--- Listed records Enclosed Below ---

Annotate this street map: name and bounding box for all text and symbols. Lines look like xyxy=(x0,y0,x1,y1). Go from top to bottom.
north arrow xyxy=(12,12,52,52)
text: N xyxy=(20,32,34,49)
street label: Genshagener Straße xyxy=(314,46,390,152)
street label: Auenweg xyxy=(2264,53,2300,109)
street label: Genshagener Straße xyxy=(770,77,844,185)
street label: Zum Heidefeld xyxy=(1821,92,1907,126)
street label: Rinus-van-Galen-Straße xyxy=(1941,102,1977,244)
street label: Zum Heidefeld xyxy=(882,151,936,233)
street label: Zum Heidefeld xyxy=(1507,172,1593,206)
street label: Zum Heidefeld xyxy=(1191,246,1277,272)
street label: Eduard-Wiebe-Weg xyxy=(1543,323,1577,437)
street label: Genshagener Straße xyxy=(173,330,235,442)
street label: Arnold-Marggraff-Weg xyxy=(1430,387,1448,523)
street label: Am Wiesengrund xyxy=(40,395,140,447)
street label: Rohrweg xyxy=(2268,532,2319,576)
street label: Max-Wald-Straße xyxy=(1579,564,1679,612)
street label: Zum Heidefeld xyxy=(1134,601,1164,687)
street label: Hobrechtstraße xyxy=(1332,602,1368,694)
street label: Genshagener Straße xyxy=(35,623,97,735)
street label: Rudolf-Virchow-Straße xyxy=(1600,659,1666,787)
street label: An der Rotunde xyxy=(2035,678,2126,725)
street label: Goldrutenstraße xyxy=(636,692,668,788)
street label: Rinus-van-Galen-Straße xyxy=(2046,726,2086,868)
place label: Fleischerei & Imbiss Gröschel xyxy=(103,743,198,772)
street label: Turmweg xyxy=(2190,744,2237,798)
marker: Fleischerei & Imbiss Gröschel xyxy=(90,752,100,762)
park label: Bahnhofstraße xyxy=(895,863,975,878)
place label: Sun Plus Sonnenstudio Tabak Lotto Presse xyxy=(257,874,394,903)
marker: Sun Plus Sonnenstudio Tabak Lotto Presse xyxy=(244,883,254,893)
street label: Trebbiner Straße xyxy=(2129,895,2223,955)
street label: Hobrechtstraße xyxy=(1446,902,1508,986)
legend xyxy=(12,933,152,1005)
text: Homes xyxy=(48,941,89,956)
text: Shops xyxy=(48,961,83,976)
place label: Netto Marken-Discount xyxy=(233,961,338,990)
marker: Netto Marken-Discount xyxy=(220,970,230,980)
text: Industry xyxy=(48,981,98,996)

--- End of Enclosed Listed records ---

*Instructions for the task*: A verbatim copy of the records above should be returned.

*Answer to the problem*:
Annotate this street map: name and bounding box for all text and symbols. Lines look like xyxy=(x0,y0,x1,y1). Go from top to bottom.
north arrow xyxy=(12,12,52,52)
text: N xyxy=(20,32,34,49)
street label: Genshagener Straße xyxy=(314,46,390,152)
street label: Auenweg xyxy=(2264,53,2300,109)
street label: Genshagener Straße xyxy=(770,77,844,185)
street label: Zum Heidefeld xyxy=(1821,92,1907,126)
street label: Rinus-van-Galen-Straße xyxy=(1941,102,1977,244)
street label: Zum Heidefeld xyxy=(882,151,936,233)
street label: Zum Heidefeld xyxy=(1507,172,1593,206)
street label: Zum Heidefeld xyxy=(1191,246,1277,272)
street label: Eduard-Wiebe-Weg xyxy=(1543,323,1577,437)
street label: Genshagener Straße xyxy=(173,330,235,442)
street label: Arnold-Marggraff-Weg xyxy=(1430,387,1448,523)
street label: Am Wiesengrund xyxy=(40,395,140,447)
street label: Rohrweg xyxy=(2268,532,2319,576)
street label: Max-Wald-Straße xyxy=(1579,564,1679,612)
street label: Zum Heidefeld xyxy=(1134,601,1164,687)
street label: Hobrechtstraße xyxy=(1332,602,1368,694)
street label: Genshagener Straße xyxy=(35,623,97,735)
street label: Rudolf-Virchow-Straße xyxy=(1600,659,1666,787)
street label: An der Rotunde xyxy=(2035,678,2126,725)
street label: Goldrutenstraße xyxy=(636,692,668,788)
street label: Rinus-van-Galen-Straße xyxy=(2046,726,2086,868)
place label: Fleischerei & Imbiss Gröschel xyxy=(103,743,198,772)
street label: Turmweg xyxy=(2190,744,2237,798)
marker: Fleischerei & Imbiss Gröschel xyxy=(90,752,100,762)
park label: Bahnhofstraße xyxy=(895,863,975,878)
place label: Sun Plus Sonnenstudio Tabak Lotto Presse xyxy=(257,874,394,903)
marker: Sun Plus Sonnenstudio Tabak Lotto Presse xyxy=(244,883,254,893)
street label: Trebbiner Straße xyxy=(2129,895,2223,955)
street label: Hobrechtstraße xyxy=(1446,902,1508,986)
legend xyxy=(12,933,152,1005)
text: Homes xyxy=(48,941,89,956)
text: Shops xyxy=(48,961,83,976)
place label: Netto Marken-Discount xyxy=(233,961,338,990)
marker: Netto Marken-Discount xyxy=(220,970,230,980)
text: Industry xyxy=(48,981,98,996)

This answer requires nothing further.